If it's a long section without checkpoints it's terribad regardless of whether it's a Stealth game or not. It's also rarely a matter of you having to completely avoid detection without any other options for recovery or a bit of leeway in terms of skirting their field of view for a time.
But when it's an awful insert into another game then the genre whiplash makes it all the worse. Especially when you have no particular abilities that make it interesting. It's just a "sit and wait"/"walk slowly behind" sort of deal. If you're climbing walls and sticking to shadowy rooves because you're awesome then it's a much better proposition.
But the sandworm section is Darksiders was ridiculous nonsense. But that paled in comparison to the awfulness that was teh jailbreak section of Lost Odyssey aboard the White Boa. What the hell was that about?

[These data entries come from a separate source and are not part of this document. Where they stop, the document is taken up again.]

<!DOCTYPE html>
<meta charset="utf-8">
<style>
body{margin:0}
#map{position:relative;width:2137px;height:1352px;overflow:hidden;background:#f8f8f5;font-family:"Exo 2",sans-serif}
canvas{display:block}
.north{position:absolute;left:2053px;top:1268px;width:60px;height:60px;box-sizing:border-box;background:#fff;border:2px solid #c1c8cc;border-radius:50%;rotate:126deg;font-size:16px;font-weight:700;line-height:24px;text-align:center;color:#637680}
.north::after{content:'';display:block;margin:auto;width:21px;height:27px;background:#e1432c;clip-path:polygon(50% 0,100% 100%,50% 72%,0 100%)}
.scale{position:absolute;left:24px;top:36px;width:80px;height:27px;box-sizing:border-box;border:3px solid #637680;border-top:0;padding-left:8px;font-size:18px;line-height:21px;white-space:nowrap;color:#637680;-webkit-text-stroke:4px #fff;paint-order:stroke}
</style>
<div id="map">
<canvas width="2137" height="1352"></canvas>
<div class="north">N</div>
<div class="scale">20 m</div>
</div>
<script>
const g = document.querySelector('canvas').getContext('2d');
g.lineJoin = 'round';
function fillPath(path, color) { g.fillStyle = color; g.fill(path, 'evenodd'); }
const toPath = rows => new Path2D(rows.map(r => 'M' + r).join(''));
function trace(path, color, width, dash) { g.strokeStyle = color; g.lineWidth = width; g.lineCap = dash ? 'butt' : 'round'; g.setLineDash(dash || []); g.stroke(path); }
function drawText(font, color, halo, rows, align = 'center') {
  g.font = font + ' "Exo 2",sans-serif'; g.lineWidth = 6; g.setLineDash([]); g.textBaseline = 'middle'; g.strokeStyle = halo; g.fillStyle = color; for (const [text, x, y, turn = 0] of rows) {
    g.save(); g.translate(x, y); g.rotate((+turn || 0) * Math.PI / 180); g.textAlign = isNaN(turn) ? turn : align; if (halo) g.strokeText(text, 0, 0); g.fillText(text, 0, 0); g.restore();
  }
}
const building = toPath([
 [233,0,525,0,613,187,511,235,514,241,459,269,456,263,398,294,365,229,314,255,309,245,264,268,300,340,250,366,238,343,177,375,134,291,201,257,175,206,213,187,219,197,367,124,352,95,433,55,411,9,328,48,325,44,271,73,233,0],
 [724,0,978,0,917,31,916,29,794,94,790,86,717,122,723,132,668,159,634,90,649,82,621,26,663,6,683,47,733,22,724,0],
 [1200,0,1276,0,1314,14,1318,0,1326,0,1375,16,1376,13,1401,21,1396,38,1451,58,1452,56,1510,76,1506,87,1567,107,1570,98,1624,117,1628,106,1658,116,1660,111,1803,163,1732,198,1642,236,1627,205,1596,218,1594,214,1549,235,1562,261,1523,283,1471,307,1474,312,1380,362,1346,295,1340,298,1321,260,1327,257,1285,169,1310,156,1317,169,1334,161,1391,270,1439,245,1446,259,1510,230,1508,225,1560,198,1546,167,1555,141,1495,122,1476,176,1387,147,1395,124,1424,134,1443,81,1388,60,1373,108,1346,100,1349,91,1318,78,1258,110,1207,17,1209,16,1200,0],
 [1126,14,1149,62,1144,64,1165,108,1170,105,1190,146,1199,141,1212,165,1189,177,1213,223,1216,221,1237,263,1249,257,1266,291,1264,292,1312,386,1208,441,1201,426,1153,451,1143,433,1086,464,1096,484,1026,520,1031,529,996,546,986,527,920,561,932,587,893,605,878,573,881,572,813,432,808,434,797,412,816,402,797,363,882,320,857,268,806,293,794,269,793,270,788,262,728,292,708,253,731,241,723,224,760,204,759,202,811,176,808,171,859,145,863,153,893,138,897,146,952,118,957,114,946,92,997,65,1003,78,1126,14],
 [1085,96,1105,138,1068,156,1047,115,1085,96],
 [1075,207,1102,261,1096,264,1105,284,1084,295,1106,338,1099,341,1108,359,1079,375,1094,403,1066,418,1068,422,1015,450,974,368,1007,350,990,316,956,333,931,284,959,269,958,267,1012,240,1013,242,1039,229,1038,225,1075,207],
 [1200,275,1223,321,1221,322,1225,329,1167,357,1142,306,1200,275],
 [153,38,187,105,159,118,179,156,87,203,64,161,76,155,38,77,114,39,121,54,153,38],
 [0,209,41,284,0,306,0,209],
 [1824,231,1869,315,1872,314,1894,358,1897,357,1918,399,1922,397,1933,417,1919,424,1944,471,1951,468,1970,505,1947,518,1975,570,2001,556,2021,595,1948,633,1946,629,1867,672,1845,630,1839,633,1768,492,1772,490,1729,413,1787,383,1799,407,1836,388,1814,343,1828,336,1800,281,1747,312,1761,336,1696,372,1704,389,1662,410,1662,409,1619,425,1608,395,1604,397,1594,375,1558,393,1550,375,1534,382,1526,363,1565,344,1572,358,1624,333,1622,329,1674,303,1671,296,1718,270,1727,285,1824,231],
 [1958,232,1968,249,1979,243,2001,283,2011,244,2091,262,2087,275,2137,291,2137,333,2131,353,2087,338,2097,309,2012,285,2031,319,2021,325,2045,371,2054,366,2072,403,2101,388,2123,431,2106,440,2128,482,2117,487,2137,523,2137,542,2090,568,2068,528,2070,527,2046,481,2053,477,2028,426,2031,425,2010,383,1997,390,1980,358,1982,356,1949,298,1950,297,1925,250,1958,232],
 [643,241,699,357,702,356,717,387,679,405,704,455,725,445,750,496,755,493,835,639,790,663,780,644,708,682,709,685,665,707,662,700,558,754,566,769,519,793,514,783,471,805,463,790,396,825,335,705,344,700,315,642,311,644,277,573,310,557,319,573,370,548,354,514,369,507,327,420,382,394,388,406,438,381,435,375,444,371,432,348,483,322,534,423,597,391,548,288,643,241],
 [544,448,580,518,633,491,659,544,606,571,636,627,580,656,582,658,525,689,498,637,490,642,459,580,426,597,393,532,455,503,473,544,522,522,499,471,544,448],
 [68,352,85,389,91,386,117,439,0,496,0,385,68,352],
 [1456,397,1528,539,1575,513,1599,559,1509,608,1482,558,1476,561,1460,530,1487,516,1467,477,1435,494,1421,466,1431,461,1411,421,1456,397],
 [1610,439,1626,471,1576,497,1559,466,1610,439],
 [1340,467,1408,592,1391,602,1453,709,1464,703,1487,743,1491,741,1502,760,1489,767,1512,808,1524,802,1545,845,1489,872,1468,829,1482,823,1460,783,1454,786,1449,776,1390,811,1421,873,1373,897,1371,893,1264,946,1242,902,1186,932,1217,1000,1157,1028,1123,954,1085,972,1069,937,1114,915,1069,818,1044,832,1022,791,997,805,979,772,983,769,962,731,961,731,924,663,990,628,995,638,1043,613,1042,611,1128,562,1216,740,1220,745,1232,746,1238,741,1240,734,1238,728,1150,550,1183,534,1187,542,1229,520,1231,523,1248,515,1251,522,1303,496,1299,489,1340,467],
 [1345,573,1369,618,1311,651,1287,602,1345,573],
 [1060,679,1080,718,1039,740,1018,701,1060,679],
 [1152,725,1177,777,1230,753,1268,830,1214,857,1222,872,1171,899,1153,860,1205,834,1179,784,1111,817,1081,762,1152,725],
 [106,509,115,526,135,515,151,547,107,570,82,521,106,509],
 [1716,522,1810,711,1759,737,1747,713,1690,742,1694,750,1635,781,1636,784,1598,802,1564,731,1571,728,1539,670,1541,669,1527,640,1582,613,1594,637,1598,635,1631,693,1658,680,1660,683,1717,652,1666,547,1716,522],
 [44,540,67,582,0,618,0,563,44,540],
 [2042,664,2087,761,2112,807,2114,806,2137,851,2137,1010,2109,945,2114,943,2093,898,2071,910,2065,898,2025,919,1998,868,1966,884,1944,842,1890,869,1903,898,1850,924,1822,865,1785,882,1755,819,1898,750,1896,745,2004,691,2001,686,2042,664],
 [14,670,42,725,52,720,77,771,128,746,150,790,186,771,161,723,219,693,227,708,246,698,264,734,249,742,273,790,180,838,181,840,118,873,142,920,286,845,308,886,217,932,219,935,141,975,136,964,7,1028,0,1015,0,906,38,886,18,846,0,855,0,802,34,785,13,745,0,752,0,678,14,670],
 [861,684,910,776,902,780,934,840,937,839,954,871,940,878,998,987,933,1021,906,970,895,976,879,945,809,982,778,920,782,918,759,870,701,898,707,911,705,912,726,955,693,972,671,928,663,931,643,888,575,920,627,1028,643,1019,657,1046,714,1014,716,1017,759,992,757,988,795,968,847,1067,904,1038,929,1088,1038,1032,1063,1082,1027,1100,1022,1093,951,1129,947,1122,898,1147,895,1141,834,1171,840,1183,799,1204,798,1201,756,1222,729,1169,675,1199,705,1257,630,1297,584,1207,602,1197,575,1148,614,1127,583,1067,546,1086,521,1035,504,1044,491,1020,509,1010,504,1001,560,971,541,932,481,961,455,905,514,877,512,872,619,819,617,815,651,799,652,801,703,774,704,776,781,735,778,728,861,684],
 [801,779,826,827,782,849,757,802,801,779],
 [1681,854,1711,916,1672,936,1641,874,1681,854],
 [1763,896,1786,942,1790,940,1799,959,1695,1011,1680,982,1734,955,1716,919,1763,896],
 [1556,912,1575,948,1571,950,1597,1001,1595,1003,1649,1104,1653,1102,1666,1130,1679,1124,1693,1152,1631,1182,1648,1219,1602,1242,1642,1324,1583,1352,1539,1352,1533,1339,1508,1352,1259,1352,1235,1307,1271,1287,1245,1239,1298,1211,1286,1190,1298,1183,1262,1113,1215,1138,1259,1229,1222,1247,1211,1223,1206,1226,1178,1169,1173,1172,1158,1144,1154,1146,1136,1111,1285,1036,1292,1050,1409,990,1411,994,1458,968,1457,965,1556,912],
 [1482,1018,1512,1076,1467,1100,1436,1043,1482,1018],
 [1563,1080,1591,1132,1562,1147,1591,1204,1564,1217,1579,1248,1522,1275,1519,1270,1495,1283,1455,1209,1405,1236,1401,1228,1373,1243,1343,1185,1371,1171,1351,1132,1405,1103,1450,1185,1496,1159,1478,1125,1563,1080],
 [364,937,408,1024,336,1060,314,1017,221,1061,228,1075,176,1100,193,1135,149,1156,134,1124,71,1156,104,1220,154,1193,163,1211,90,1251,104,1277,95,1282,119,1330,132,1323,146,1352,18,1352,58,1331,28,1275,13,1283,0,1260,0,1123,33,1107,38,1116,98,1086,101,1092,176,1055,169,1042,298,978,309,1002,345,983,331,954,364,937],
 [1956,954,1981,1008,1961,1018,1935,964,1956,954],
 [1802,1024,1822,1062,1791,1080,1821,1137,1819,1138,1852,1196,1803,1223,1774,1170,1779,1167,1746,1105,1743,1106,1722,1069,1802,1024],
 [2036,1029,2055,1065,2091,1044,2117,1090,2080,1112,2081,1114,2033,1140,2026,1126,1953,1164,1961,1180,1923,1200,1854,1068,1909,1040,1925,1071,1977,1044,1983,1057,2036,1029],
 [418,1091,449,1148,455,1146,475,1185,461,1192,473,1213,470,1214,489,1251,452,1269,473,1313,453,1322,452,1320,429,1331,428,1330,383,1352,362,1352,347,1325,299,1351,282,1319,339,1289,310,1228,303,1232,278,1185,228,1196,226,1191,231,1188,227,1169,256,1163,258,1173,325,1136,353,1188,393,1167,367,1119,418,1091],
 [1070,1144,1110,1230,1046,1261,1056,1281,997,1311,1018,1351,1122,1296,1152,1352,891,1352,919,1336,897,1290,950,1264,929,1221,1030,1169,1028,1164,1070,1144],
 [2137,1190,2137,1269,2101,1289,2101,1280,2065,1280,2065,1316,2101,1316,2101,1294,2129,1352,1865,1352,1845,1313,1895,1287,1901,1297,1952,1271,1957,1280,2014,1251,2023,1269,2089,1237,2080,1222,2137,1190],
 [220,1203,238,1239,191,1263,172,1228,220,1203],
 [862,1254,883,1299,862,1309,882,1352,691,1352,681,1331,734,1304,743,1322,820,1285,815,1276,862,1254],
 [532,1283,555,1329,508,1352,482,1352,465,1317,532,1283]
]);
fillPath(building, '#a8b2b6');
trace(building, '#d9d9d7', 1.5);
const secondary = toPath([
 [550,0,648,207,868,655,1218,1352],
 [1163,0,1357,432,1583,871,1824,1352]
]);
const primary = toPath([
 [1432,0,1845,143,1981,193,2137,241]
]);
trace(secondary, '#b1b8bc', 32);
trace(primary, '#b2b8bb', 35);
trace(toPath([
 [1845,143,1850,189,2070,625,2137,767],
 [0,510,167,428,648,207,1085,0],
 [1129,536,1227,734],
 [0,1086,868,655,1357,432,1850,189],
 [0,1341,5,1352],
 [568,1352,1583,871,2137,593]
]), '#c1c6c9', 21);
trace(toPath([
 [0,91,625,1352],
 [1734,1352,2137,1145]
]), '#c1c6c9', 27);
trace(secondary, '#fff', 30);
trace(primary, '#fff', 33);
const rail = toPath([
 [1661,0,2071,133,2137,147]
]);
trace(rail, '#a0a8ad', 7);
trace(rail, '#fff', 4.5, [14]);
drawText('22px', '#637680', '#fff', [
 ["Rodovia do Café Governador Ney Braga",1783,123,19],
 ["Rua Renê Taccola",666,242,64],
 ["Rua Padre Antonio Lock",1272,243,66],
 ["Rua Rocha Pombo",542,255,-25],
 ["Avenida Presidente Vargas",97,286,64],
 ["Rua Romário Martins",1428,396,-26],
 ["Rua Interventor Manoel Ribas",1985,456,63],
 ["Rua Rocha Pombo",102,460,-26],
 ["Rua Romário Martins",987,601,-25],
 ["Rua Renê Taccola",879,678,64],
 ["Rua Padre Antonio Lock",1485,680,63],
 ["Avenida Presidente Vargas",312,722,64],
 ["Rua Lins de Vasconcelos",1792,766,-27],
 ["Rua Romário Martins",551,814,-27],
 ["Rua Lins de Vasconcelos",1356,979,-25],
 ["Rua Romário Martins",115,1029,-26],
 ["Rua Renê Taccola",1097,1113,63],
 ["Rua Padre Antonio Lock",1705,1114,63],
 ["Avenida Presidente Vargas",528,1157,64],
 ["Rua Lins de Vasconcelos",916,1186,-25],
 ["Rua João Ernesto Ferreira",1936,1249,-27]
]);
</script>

The Japanese are always trying to kill off their gods, it's like some Klingon thing. :P
Dead Space was awesome, Isaac's silence only contributed to the terror and isolation of it all. A+
that's why we call it the struggle, you're supposed to sweat
He was so well done, I hadn't really thought of him as a silent protagonist until now.
Twitter
I like it when puzzle games have a colourblindess option that adds shapes on top of the puzzle bits. This is very helpful and maintains attractive colourschemes.
3DS: 1521-4165-5907
PS3: KayleSolo
Live: Kayle Solo
WiiU: KayleSolo
I was such an asshole when I was 10 or 11 and that game came out. I used to use the Eyedol cheat and juggle people in the air until time ran out. Someone really, really should have punched me in the mouth. It was also possible with Orchid if I remember correctly, but it was a little harder.
http://www.youtube.com/watch?v=5JJ0AltxiiA
Seconded. Although my colorblindness isn't terrible so sometimes the mode option is worse than the regular.
Games released for consoles and PCs where the PC version doesn't support game controllers. Double frustration if it's a sequel and the last game DID have controller support.
You just reminded me of one of my biggest peeves: M&K elitism.
Some of us prefer using a controller for most of our PC gaming, but that doesn't make us monsters!
Twitter
The flipside of this. Games released on the PC that have console versions and the developer didn't spend any time making the PC version "feel" like a PC version. Borderland's menus; why does my scroll wheel not work in you?
PSN : Bolthorn
I think that stems from a "time and place" idea. There are times where I think most people agree that a M&K is much superior, such as in an FPS. On the other hand, there are games where having a gamepad, or joystick, or steering wheel, or what-have-you is obviously superior.
Though you'll get no pity from me if you're playing an FPS with a controller.
Well Japanese gods aren't special like western gods. They can die like any other creature, it's just a lot harder to make it happen. They can often go bad as well.
It's a different look at religion.
China has a similar thing going, where their gods are basically just super powered people in the sky, with all the foibles of people and don't particularly judge or pay much attention to humans. Doing their own thing.
Goku was a monkey king who crashed a banquet of the gods and then ate all the peaches on the tree of immortality. This naturally pissed off the gods so they punished him by putting him under a mountain (for eternity).
You'd never hear a legend about a devil going up to heaven and busting up the place: the western God is unassailable and "perfect". Even Satan basically got smashed before his war got anywhere. The implication is that if you go against the christian/catholic god, you get owned. There's no winning.